● **WHAT NEEDS TO BE DONE**
An exact copy of every entry is needed, with no images.

● **Dataset entries**

|---|

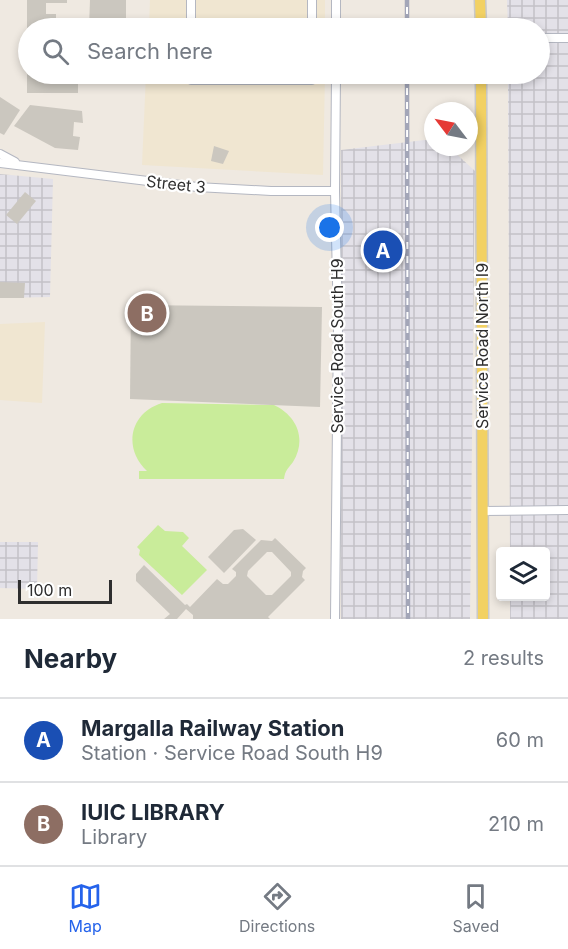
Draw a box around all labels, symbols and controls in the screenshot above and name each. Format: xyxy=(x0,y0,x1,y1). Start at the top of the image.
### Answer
search box xyxy=(18,18,550,84)
icon: search xyxy=(39,35,72,68)
text: Search here xyxy=(87,38,213,64)
north arrow xyxy=(424,102,478,156)
street label: Street 3 xyxy=(145,171,207,197)
your location xyxy=(315,213,344,242)
pin: A xyxy=(364,228,403,272)
street label: Service Road South H9 xyxy=(327,258,347,434)
street label: Service Road North I9 xyxy=(472,263,492,429)
pin: B xyxy=(128,290,166,336)
map controls xyxy=(496,547,550,601)
button: layers xyxy=(496,547,550,601)
scale bar xyxy=(18,577,112,604)
text: 100 m xyxy=(27,580,72,600)
text: Nearby xyxy=(24,643,117,674)
text: 2 results xyxy=(463,646,544,670)
text: Margalla Railway Station xyxy=(81,715,344,741)
text: A xyxy=(36,728,51,752)
text: 60 m xyxy=(496,728,544,752)
text: Station · Service Road South H9 xyxy=(81,741,383,765)
text: IUIC LIBRARY xyxy=(81,799,225,825)
text: B xyxy=(37,812,50,836)
text: 210 m xyxy=(488,812,544,836)
text: Library xyxy=(81,825,147,849)
tab: Map xyxy=(69,880,102,936)
tab: Directions xyxy=(239,880,315,936)
tab: Saved xyxy=(453,880,499,936)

|---|

● **TASK RESPONSE**
Draw a box around all labels, symbols and controls in the screenshot above and name each. Format: xyxy=(x0,y0,x1,y1). Start at the top of the image.
### Answer
search box xyxy=(18,18,550,84)
icon: search xyxy=(39,35,72,68)
text: Search here xyxy=(87,38,213,64)
north arrow xyxy=(424,102,478,156)
street label: Street 3 xyxy=(145,171,207,197)
your location xyxy=(315,213,344,242)
pin: A xyxy=(364,228,403,272)
street label: Service Road South H9 xyxy=(327,258,347,434)
street label: Service Road North I9 xyxy=(472,263,492,429)
pin: B xyxy=(128,290,166,336)
map controls xyxy=(496,547,550,601)
button: layers xyxy=(496,547,550,601)
scale bar xyxy=(18,577,112,604)
text: 100 m xyxy=(27,580,72,600)
text: Nearby xyxy=(24,643,117,674)
text: 2 results xyxy=(463,646,544,670)
text: Margalla Railway Station xyxy=(81,715,344,741)
text: A xyxy=(36,728,51,752)
text: 60 m xyxy=(496,728,544,752)
text: Station · Service Road South H9 xyxy=(81,741,383,765)
text: IUIC LIBRARY xyxy=(81,799,225,825)
text: B xyxy=(37,812,50,836)
text: 210 m xyxy=(488,812,544,836)
text: Library xyxy=(81,825,147,849)
tab: Map xyxy=(69,880,102,936)
tab: Directions xyxy=(239,880,315,936)
tab: Saved xyxy=(453,880,499,936)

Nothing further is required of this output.